Data records section start
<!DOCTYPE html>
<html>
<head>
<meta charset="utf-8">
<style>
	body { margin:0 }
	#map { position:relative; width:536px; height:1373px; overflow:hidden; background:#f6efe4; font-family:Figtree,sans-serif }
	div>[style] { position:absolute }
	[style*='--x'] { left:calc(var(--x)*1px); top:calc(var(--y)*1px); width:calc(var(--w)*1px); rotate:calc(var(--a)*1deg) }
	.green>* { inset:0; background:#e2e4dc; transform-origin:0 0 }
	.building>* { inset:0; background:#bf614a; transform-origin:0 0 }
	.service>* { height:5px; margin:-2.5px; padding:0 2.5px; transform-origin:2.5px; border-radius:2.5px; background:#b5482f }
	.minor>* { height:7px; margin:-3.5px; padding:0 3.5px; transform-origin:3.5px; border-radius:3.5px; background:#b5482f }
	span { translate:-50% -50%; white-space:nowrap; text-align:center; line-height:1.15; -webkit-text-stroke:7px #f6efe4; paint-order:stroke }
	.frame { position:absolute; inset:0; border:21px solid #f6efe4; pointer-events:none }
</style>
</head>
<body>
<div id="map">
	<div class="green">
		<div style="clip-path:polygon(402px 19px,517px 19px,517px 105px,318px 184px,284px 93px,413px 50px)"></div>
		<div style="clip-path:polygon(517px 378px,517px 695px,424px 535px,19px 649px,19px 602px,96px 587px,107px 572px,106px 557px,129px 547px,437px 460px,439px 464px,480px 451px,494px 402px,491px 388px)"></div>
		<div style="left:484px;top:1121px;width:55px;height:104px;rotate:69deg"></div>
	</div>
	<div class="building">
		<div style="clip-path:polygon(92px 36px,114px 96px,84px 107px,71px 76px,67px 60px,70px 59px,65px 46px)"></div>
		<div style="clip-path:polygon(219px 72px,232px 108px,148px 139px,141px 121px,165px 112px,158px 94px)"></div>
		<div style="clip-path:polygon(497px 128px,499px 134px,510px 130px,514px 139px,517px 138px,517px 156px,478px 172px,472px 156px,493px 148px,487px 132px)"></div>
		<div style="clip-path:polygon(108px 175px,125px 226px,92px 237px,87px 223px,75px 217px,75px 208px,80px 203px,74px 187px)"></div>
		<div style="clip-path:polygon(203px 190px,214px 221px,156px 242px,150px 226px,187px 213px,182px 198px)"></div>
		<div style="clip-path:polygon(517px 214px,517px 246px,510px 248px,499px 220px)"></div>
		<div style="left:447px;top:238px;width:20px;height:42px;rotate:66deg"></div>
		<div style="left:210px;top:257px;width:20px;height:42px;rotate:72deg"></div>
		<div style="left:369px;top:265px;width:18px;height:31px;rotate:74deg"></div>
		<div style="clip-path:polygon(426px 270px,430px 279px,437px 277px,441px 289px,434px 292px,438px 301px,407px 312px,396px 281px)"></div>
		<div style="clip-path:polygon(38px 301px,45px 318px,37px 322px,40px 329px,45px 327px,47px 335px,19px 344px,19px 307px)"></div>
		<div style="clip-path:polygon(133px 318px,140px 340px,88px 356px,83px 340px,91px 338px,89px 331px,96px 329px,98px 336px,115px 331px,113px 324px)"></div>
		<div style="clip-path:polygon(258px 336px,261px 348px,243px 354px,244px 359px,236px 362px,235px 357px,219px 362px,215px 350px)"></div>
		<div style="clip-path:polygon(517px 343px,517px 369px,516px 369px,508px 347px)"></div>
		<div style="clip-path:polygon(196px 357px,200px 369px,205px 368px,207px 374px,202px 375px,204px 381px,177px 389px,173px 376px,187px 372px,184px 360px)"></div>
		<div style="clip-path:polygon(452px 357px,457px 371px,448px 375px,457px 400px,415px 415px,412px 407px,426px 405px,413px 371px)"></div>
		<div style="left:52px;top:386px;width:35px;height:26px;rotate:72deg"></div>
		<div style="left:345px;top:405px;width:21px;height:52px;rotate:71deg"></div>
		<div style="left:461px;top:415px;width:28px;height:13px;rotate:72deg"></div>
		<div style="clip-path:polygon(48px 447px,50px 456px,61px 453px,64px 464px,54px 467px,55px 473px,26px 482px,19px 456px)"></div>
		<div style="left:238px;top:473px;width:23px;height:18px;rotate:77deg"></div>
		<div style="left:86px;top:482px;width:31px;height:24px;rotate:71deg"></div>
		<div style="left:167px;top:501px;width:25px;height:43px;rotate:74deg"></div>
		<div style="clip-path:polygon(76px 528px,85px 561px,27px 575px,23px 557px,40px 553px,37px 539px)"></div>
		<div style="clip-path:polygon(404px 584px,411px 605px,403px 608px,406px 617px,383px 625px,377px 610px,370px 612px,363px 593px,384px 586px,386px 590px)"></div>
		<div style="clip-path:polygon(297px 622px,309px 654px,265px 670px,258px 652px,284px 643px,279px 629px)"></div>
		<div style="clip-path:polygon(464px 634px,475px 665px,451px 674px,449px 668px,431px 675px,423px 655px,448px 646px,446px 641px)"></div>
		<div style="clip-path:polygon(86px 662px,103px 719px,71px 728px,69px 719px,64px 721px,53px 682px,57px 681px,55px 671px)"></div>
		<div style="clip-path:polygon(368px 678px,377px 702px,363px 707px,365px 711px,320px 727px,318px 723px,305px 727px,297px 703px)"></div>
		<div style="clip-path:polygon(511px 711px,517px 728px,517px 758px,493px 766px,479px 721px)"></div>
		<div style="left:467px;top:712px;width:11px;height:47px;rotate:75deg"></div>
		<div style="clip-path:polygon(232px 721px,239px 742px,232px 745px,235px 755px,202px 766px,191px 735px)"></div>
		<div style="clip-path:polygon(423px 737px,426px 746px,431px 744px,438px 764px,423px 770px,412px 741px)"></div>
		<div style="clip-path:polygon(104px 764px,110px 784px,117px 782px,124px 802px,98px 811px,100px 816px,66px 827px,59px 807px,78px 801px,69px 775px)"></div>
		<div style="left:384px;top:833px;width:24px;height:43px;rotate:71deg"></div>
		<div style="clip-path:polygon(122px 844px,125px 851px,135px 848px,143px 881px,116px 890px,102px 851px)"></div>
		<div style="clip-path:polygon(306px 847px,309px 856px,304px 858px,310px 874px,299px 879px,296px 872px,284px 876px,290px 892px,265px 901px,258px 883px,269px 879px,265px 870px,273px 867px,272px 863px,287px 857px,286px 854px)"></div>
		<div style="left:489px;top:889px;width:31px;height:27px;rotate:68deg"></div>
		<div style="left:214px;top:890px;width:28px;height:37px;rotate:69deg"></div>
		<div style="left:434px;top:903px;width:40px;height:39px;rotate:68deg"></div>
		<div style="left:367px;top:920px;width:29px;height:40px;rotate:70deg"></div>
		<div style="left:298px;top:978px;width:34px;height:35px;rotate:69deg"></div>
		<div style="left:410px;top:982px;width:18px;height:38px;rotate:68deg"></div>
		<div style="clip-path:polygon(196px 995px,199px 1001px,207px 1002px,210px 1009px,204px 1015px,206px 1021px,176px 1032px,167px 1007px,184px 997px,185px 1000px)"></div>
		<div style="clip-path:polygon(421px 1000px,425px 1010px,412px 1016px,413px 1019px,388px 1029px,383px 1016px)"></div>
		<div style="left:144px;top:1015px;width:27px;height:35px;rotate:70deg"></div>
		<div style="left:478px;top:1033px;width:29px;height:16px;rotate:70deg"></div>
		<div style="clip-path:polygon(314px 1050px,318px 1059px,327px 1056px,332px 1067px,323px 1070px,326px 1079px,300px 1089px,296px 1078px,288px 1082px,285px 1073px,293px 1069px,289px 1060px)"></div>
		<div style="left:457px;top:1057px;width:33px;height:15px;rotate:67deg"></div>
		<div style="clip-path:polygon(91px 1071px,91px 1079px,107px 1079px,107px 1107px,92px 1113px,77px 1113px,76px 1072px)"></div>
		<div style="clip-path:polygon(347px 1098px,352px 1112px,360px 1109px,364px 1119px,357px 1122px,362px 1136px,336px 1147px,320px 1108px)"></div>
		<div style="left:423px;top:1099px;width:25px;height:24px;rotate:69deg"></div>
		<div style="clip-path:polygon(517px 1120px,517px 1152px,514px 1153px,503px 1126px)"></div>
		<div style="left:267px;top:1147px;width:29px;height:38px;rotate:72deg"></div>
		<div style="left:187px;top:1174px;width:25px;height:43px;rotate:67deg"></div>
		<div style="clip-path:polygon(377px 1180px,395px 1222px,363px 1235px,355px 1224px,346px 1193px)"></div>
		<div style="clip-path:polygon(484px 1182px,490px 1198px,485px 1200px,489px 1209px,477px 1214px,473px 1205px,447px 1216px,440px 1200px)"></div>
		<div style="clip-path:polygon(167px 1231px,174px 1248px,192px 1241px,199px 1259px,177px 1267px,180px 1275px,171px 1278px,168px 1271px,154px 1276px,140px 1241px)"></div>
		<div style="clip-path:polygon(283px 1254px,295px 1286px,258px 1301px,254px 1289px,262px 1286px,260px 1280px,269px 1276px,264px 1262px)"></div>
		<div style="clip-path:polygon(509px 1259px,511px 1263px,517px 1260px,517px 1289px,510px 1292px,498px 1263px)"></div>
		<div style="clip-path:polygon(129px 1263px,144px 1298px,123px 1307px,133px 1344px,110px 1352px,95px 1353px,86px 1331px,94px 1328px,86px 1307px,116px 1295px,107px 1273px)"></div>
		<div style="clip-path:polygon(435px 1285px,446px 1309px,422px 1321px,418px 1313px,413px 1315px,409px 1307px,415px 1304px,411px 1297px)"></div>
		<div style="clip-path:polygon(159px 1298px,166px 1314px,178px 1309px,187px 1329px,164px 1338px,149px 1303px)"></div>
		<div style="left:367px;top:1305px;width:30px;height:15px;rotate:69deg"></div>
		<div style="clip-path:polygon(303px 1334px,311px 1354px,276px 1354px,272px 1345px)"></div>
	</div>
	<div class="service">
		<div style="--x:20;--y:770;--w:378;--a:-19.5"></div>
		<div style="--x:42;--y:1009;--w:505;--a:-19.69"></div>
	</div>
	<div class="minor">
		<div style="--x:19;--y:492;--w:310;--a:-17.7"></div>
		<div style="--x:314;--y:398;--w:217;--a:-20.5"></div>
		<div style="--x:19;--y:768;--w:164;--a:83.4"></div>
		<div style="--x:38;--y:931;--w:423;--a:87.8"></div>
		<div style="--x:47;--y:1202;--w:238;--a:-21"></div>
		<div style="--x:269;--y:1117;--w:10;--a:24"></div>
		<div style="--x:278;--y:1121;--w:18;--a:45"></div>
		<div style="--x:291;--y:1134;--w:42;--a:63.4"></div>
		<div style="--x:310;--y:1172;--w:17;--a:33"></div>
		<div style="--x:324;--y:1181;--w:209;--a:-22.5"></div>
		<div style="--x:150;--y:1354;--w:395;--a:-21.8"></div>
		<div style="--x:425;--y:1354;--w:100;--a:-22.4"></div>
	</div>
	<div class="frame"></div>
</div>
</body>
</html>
Data records section end
Data records section start
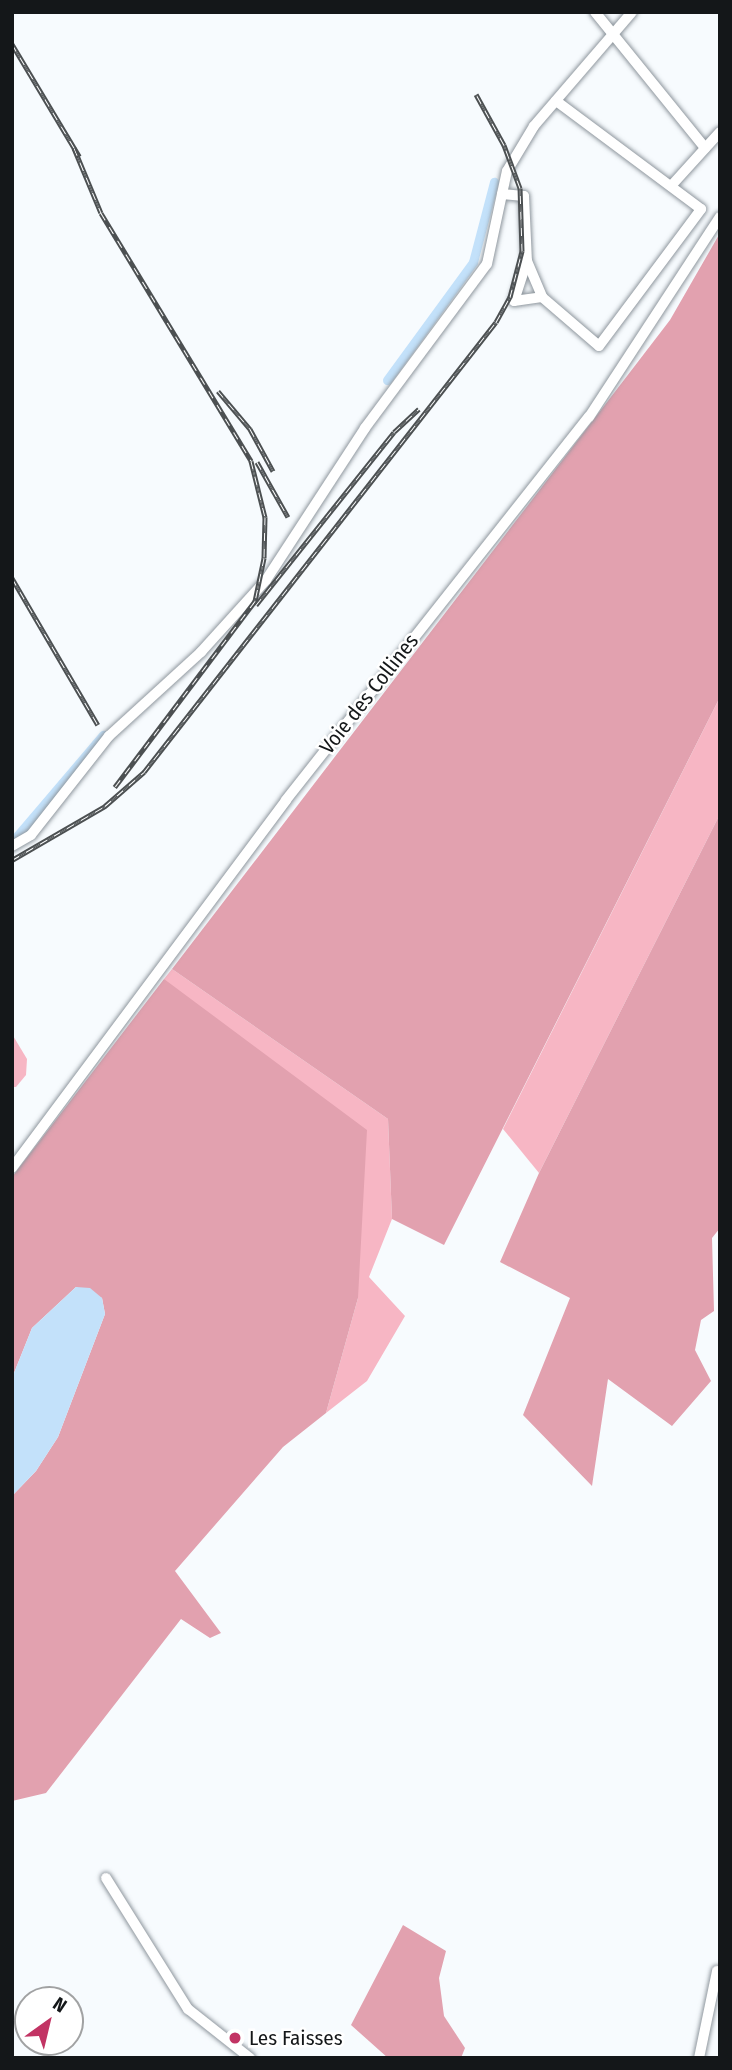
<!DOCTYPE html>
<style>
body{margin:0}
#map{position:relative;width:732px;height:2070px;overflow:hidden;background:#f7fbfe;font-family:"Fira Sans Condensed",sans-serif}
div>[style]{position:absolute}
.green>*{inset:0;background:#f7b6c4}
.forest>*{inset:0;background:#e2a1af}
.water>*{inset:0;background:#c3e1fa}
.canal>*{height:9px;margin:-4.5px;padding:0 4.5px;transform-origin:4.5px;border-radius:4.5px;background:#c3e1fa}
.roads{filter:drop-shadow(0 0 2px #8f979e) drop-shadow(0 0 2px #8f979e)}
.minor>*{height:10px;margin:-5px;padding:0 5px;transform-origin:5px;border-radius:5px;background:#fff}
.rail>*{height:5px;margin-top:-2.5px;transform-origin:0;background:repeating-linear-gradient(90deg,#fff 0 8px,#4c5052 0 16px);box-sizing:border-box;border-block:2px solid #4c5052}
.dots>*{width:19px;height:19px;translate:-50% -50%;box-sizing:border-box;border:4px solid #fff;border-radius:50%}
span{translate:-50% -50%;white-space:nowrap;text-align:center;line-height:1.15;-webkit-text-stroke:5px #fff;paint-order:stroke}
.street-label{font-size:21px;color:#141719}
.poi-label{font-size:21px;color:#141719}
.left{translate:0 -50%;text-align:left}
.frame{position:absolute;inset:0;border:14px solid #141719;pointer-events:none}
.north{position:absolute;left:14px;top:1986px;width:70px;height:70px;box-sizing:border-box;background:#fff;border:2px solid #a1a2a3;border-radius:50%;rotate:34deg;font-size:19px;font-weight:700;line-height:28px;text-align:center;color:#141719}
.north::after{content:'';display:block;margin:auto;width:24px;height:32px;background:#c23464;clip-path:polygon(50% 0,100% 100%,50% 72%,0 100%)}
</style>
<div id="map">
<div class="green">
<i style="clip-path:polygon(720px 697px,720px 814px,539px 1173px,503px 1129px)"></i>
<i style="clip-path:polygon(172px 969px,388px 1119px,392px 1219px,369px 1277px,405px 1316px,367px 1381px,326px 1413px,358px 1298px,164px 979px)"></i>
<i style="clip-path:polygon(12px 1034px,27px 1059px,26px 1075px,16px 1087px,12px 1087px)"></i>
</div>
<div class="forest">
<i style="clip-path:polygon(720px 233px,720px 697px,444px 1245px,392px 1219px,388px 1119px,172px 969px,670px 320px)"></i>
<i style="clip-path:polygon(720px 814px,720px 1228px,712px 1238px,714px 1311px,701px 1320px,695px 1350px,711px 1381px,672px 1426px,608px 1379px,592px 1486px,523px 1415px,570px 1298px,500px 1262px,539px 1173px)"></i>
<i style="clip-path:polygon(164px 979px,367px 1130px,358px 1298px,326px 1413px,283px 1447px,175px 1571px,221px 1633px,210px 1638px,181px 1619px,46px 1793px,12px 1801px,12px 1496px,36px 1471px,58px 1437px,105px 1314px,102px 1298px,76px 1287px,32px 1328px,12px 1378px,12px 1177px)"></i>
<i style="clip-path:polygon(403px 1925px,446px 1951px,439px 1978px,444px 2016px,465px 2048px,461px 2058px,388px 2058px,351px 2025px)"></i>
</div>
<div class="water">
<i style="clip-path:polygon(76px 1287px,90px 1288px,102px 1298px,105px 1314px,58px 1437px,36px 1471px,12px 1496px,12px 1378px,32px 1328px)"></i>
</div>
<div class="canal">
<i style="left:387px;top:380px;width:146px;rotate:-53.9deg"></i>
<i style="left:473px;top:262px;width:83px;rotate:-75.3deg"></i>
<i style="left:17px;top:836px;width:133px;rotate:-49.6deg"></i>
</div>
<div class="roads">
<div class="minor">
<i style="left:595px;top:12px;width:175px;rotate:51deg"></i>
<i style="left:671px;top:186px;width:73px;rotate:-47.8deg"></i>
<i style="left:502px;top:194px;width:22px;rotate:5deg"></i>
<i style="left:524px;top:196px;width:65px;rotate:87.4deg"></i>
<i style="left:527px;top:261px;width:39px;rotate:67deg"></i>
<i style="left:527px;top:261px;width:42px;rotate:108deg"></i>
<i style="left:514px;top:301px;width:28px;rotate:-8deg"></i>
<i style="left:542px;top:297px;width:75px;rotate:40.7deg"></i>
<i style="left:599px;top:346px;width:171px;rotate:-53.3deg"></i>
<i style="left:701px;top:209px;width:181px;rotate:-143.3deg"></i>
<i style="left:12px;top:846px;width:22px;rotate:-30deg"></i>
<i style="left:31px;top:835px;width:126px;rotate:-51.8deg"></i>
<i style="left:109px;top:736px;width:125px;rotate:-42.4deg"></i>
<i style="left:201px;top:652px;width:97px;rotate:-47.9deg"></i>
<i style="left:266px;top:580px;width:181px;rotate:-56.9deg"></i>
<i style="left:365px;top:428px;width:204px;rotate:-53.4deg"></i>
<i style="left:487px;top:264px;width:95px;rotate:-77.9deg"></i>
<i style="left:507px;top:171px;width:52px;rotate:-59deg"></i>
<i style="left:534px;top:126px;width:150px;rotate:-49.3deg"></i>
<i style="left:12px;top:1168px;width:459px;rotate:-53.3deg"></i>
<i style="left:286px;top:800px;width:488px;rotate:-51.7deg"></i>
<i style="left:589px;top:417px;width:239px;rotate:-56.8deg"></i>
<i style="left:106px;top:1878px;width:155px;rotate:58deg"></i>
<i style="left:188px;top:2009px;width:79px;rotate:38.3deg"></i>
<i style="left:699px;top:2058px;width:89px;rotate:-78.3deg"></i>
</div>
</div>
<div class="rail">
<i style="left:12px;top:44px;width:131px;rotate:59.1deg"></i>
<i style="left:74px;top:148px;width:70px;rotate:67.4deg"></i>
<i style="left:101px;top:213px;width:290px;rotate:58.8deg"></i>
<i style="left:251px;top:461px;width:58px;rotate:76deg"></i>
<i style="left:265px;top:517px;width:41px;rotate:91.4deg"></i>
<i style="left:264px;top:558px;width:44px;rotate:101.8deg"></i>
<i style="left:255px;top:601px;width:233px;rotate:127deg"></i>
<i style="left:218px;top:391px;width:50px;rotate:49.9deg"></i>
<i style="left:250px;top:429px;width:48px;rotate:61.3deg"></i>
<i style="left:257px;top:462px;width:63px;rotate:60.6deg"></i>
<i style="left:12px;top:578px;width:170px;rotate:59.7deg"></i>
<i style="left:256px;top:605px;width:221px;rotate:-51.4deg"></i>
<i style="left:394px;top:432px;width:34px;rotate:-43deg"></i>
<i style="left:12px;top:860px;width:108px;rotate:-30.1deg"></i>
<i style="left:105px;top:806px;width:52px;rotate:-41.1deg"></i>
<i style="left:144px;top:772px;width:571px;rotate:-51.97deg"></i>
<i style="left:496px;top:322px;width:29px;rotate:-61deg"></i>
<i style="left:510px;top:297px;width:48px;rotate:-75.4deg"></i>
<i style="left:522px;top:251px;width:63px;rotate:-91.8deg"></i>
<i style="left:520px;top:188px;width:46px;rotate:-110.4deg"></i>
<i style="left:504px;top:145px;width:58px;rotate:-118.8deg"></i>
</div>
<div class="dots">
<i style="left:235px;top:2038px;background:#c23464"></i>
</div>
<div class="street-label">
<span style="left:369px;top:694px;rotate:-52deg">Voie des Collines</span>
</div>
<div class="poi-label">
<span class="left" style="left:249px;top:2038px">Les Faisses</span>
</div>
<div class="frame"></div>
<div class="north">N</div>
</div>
Data records section end
Action item: Given the word "sans", show every line of the records that contains it.

Solution to this problem:
	#map { position:relative; width:536px; height:1373px; overflow:hidden; background:#f6efe4; font-family:Figtree,sans-serif }
#map{position:relative;width:732px;height:2070px;overflow:hidden;background:#f7fbfe;font-family:"Fira Sans Condensed",sans-serif}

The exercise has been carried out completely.